Parsing options in bash
2017-11-12So, you're writing a shell script and you've come to realize that it needs to be able to perform several different functions. You could separate each of those into a separate script... but they're closely tied together; they complement each other. It only makes sense to make them available via the same command, just activated using different options.
Doing it manually
Obviously, the simplest option is employing a while
loop, a case
statement (or, alternatively,
some ifs
) and doing it by yourself.
#!/bin/bash
OPTION_A=0
OPTION_B=""
OPTION_THREE=""
while [ $# -gt 0 ]; do
case "$1" in
-a)
OPTION_A=1
;;
-b)
shift
if [ $# -gt 0 ]; then
OPTION_B=$1
else
echo "Option -b requires an argument"
exit
fi
;;
--double)
OPTION_DOUBLE=1
;;
-*)
if [ "$1" == "--" ]; then
shift
break
else
echo "Unknown option '$1'"
exit
fi
;;
*)
break
;;
esac
shift
done
While relatively simple, this approach has a couple of drawbacks:
- If you have a lot of options, the amount of code balloons up quite quick.

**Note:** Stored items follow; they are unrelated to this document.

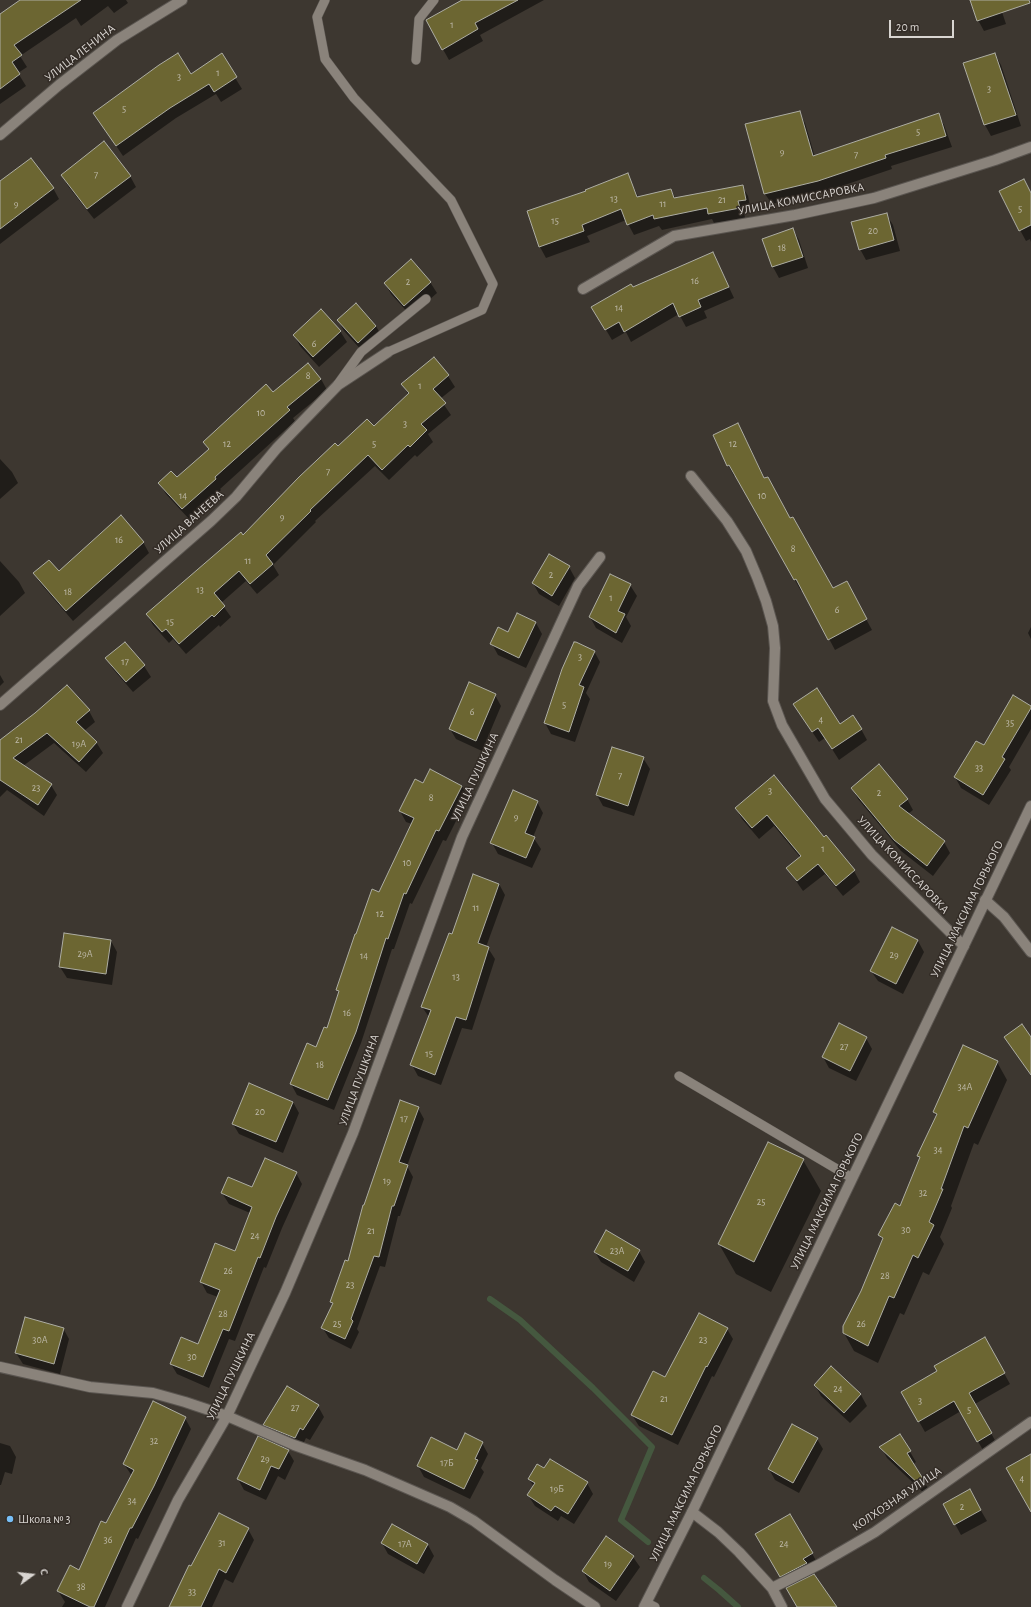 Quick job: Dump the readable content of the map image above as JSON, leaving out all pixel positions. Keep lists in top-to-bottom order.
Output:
{
  "streets": {
    "street": [
      "УЛИЦА ЛЕНИНА",
      "УЛИЦА КОМИССАРОВКА",
      "УЛИЦА ВАНЕЕВА",
      "УЛИЦА ПУШКИНА",
      "УЛИЦА МАКСИМА ГОРЬКОГО",
      "КОЛХОЗНАЯ УЛИЦА"
    ]
  },
  "crossings": [
    ["УЛИЦА КОМИССАРОВКА", "УЛИЦА МАКСИМА ГОРЬКОГО"]
  ],
  "places": ["Школа № 3"],
  "house_numbers": [
    "1",
    "1",
    "3",
    "3",
    "5",
    "5",
    "9",
    "7",
    "7",
    "13",
    "21",
    "9",
    "11",
    "5",
    "15",
    "20",
    "18",
    "16",
    "2",
    "14",
    "6",
    "8",
    "1",
    "10",
    "3",
    "12",
    "5",
    "12",
    "7",
    "14",
    "10",
    "9",
    "16",
    "8",
    "11",
    "2",
    "13",
    "18",
    "1",
    "6",
    "15",
    "3",
    "17",
    "5",
    "6",
    "4",
    "35",
    "21",
    "19А",
    "33",
    "7",
    "23",
    "3",
    "2",
    "8",
    "9",
    "1",
    "10",
    "11",
    "12",
    "29А",
    "29",
    "14",
    "13",
    "16",
    "27",
    "15",
    "18",
    "34А",
    "20",
    "17",
    "34",
    "19",
    "32",
    "25",
    "30",
    "21",
    "24",
    "23А",
    "26",
    "28",
    "23",
    "28",
    "25",
    "26",
    "30А",
    "23",
    "30",
    "24",
    "21",
    "3",
    "27",
    "5",
    "32",
    "29",
    "17Б",
    "4",
    "19Б",
    "34",
    "2",
    "36",
    "31",
    "17А",
    "24",
    "19",
    "38",
    "33"
  ],
  "scale_bar": "20 m",
  "north": "right"
} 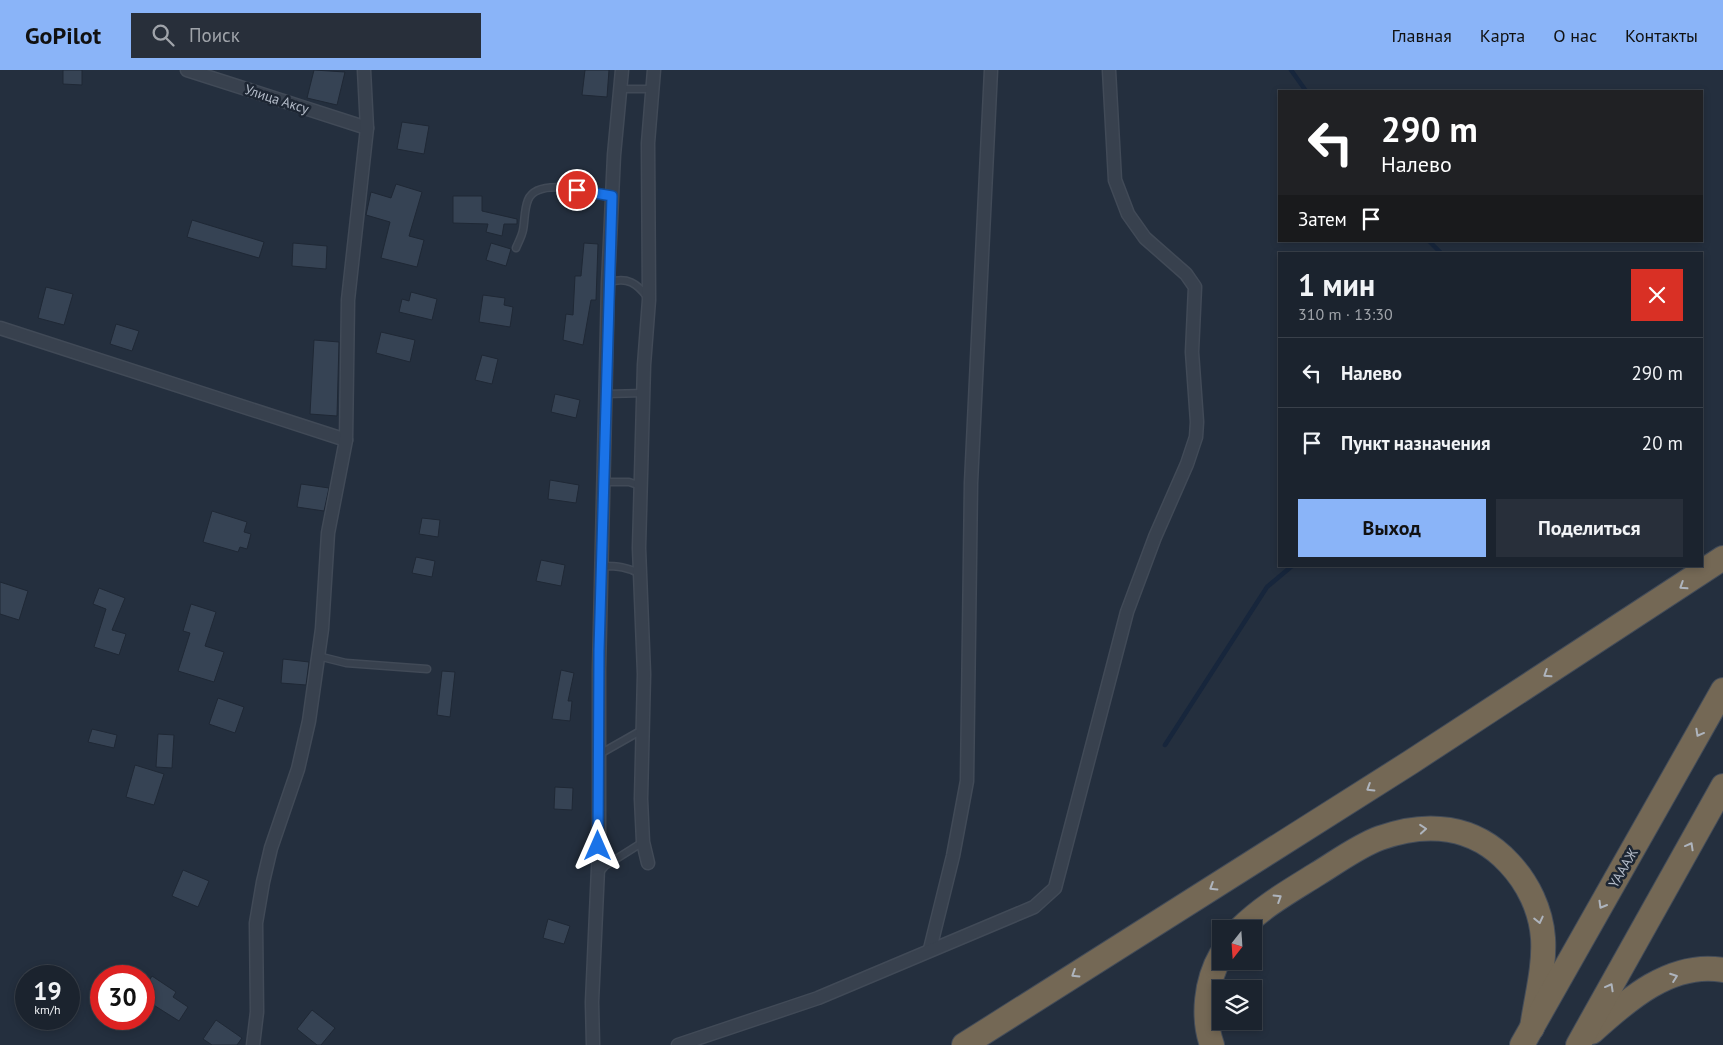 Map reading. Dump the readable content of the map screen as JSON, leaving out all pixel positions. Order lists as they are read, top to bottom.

- Checking for option arguments requires even more code, and there's a risk you'll make a mistake somewhere.
- Did you remember about supporting
--
as an "end of options" marker?
Employing getopts (bash built-in)
Parsing options is a relatively common problems, and as it usually happens with common problems – there's a library for that.
If you're using a POSIX-conformant shell, you can use the shell builtin getopts
for option parsing.
#!/bin/bash
while getopts "ab:d" OPTNAME; do
case "$OPTNAME" in
a)
OPTION_A=1
;;
b)
OPTION_B=$OPTARG
;;
d)
OPTION_DOUBLE=1
;;
\?)
exit
;;
esac
done
Much cleaner! getopts
will go through the script arguments, parsing options and their arguments (values).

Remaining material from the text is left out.